§ **Stored data entries**:
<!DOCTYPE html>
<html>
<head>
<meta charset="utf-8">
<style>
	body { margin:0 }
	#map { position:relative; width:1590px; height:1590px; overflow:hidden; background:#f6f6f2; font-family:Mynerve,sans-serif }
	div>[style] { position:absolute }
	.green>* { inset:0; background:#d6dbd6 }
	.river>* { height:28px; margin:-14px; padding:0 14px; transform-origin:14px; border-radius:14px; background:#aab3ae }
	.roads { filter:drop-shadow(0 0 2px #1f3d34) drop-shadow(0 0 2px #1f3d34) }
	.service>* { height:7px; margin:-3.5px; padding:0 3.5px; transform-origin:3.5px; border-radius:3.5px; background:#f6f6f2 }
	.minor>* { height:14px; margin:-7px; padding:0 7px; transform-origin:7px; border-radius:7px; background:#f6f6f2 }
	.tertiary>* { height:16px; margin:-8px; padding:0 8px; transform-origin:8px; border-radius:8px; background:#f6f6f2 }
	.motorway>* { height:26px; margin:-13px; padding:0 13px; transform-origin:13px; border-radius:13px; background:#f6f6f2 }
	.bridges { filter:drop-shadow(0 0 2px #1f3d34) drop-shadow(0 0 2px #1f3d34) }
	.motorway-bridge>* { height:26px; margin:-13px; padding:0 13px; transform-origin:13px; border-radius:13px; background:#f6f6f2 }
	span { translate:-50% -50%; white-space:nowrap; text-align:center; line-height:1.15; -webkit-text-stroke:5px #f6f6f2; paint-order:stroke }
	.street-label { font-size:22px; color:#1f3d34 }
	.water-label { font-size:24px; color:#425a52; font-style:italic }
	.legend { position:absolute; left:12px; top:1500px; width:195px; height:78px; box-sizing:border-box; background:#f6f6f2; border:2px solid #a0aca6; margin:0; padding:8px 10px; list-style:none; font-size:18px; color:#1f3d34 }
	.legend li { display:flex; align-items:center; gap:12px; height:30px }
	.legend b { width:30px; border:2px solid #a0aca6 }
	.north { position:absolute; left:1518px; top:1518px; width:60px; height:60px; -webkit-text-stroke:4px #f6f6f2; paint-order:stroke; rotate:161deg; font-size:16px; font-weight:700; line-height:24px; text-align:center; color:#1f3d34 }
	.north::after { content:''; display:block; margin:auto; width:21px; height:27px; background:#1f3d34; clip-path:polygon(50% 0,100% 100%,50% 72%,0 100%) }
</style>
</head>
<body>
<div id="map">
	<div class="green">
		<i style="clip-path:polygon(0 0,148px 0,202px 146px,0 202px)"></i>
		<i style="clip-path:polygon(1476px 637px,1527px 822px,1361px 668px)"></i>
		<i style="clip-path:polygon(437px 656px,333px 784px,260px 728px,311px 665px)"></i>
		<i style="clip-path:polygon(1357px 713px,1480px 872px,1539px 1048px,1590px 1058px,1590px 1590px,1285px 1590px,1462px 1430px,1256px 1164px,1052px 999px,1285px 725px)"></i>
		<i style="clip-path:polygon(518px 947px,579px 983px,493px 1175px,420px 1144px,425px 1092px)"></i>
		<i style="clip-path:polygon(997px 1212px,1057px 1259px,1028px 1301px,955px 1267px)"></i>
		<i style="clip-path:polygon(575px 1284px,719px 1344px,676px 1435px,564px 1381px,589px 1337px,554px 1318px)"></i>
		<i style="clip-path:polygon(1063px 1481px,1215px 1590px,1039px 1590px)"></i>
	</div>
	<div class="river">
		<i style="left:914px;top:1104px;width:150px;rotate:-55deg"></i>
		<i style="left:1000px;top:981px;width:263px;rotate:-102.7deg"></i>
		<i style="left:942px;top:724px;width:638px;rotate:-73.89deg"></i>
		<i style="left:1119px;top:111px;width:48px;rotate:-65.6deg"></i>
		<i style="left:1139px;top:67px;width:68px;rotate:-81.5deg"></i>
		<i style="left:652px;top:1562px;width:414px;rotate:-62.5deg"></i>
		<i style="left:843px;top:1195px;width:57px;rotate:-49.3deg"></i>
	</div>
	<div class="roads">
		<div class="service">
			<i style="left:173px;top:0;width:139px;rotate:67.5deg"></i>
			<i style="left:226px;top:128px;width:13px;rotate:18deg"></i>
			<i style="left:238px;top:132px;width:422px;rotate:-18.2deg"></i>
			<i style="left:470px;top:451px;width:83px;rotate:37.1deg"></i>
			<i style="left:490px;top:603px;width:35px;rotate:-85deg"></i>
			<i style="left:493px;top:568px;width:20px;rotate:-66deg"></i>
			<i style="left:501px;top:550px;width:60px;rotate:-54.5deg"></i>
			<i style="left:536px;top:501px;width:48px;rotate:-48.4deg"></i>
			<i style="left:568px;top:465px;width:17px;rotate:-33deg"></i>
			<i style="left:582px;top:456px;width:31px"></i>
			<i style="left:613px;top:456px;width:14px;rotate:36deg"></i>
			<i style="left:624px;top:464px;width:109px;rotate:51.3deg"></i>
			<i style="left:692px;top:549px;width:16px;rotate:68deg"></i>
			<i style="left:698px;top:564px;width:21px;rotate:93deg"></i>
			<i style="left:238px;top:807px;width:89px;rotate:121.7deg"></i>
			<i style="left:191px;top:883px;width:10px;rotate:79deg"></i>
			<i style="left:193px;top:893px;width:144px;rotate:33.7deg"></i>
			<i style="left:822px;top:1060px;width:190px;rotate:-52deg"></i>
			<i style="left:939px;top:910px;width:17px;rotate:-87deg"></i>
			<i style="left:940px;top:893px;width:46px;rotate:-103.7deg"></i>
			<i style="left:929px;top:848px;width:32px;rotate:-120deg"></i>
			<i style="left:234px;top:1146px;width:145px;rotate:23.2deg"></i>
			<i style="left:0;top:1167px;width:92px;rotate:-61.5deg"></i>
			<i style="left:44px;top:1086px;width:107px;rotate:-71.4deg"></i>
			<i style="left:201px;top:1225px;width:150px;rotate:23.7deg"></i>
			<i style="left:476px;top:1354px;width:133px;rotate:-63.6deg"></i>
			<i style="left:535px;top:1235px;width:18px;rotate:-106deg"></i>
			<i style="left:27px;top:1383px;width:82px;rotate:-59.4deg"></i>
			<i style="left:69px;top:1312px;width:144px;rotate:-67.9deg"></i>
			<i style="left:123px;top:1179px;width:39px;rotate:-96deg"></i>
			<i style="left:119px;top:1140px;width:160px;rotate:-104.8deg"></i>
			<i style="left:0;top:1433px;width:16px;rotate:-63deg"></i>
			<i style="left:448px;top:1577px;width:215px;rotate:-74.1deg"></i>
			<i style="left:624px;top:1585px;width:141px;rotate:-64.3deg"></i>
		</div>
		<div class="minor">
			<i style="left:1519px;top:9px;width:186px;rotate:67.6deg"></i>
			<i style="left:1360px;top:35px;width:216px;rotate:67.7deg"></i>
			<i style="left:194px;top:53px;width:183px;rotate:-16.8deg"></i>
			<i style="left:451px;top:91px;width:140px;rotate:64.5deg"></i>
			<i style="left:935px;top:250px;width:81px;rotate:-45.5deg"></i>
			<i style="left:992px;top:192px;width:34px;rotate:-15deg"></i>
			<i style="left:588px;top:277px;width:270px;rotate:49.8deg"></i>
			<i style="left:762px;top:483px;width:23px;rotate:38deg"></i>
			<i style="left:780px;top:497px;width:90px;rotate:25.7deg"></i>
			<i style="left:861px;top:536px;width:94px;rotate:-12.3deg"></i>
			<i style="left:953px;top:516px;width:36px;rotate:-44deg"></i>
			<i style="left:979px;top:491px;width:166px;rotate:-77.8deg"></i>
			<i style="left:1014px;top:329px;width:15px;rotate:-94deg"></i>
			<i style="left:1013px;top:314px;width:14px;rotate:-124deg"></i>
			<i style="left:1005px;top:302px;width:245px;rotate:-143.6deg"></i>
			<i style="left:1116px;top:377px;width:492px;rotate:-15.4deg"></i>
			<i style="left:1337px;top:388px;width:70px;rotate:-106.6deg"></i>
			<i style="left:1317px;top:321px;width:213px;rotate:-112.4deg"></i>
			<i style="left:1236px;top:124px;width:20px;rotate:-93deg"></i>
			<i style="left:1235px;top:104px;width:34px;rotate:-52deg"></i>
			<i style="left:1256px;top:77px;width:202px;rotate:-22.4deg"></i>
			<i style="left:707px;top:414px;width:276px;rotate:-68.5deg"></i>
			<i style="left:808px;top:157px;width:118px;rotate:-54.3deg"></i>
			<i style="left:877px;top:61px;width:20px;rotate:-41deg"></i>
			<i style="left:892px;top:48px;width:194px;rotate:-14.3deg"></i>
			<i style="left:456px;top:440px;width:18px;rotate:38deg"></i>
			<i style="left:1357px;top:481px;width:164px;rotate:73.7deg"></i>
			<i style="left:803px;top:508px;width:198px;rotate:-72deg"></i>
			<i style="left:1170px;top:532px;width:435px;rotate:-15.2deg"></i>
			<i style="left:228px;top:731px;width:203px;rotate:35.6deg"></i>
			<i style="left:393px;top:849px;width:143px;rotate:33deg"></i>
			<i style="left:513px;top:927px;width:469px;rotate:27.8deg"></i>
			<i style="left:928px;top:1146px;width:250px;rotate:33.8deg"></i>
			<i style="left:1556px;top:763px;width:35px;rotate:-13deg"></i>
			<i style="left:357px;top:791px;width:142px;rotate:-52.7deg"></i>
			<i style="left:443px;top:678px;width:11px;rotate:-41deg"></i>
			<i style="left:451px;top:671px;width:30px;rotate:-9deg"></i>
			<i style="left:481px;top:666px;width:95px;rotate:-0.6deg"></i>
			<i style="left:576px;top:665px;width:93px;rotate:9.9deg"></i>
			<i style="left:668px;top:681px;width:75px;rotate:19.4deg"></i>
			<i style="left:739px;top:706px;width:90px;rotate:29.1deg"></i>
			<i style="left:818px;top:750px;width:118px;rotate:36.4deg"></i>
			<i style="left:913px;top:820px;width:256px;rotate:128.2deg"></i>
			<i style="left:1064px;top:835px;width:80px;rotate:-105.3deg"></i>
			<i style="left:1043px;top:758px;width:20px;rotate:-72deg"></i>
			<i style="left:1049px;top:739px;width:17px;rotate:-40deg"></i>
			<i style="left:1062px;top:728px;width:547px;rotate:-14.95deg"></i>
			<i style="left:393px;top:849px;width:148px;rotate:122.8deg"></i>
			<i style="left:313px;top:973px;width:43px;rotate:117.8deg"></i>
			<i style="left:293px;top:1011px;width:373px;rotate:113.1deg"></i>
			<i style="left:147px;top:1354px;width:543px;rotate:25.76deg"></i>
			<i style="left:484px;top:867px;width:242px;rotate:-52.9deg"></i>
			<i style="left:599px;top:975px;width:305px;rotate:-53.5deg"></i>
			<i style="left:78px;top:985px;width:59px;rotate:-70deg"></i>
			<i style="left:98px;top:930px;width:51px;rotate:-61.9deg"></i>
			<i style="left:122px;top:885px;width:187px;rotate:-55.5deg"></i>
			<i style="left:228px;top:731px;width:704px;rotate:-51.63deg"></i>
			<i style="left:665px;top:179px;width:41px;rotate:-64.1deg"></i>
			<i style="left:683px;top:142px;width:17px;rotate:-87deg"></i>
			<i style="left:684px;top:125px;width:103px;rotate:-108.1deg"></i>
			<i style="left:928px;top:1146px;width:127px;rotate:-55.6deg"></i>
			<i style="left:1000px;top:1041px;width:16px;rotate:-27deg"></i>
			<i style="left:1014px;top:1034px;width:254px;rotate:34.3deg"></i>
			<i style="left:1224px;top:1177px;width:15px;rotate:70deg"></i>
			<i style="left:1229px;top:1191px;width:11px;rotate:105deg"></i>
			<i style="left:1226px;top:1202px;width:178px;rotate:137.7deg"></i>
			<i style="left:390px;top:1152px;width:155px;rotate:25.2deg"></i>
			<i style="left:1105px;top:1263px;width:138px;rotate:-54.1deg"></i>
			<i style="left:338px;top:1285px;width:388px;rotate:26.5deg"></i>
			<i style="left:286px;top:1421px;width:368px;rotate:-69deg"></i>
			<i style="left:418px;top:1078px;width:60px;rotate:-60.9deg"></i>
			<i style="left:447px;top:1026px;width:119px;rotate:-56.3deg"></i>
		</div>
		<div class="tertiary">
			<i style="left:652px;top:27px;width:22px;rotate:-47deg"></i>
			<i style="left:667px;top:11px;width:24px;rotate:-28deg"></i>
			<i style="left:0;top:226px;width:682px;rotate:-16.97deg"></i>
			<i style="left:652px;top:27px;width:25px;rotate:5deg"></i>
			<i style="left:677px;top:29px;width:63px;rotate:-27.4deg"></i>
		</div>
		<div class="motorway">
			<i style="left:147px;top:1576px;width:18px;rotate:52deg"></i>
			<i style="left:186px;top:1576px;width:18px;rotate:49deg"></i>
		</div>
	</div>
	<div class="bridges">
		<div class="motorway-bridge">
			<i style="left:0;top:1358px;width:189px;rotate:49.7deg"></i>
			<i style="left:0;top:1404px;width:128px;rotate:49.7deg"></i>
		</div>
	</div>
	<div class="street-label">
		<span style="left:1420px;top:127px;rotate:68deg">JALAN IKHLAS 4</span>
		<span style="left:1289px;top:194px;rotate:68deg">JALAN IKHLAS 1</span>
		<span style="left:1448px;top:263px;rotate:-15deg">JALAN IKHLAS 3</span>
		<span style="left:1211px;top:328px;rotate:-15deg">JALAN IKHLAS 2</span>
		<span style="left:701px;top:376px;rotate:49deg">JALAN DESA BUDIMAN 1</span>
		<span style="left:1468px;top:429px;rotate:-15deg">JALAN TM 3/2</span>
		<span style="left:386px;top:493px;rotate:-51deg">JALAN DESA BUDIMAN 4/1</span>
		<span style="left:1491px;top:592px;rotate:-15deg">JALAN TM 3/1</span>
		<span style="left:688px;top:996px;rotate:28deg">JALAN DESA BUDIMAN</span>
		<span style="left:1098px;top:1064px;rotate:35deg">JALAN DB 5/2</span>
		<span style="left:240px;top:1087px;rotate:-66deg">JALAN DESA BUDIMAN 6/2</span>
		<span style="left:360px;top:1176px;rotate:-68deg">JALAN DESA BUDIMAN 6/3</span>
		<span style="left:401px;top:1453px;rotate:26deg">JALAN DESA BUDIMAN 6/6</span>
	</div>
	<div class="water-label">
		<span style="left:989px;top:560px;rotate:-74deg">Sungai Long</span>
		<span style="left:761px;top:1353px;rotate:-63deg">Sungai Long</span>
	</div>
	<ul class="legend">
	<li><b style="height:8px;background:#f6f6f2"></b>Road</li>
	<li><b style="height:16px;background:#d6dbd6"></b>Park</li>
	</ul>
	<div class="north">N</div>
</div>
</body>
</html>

§ **WHAT TO DO**: One stretch of the lines above is wanted, from the line that contains "display:flex; align-items:center; gap:12px;" through the line that contains "position:absolute; left:1518px; top:1518px;". Output it exactly.

§ **TASK RESULT**:
	.legend li { display:flex; align-items:center; gap:12px; height:30px }
	.legend b { width:30px; border:2px solid #a0aca6 }
	.north { position:absolute; left:1518px; top:1518px; width:60px; height:60px; -webkit-text-stroke:4px #f6f6f2; paint-order:stroke; rotate:161deg; font-size:16px; font-weight:700; line-height:24px; text-align:center; color:#1f3d34 }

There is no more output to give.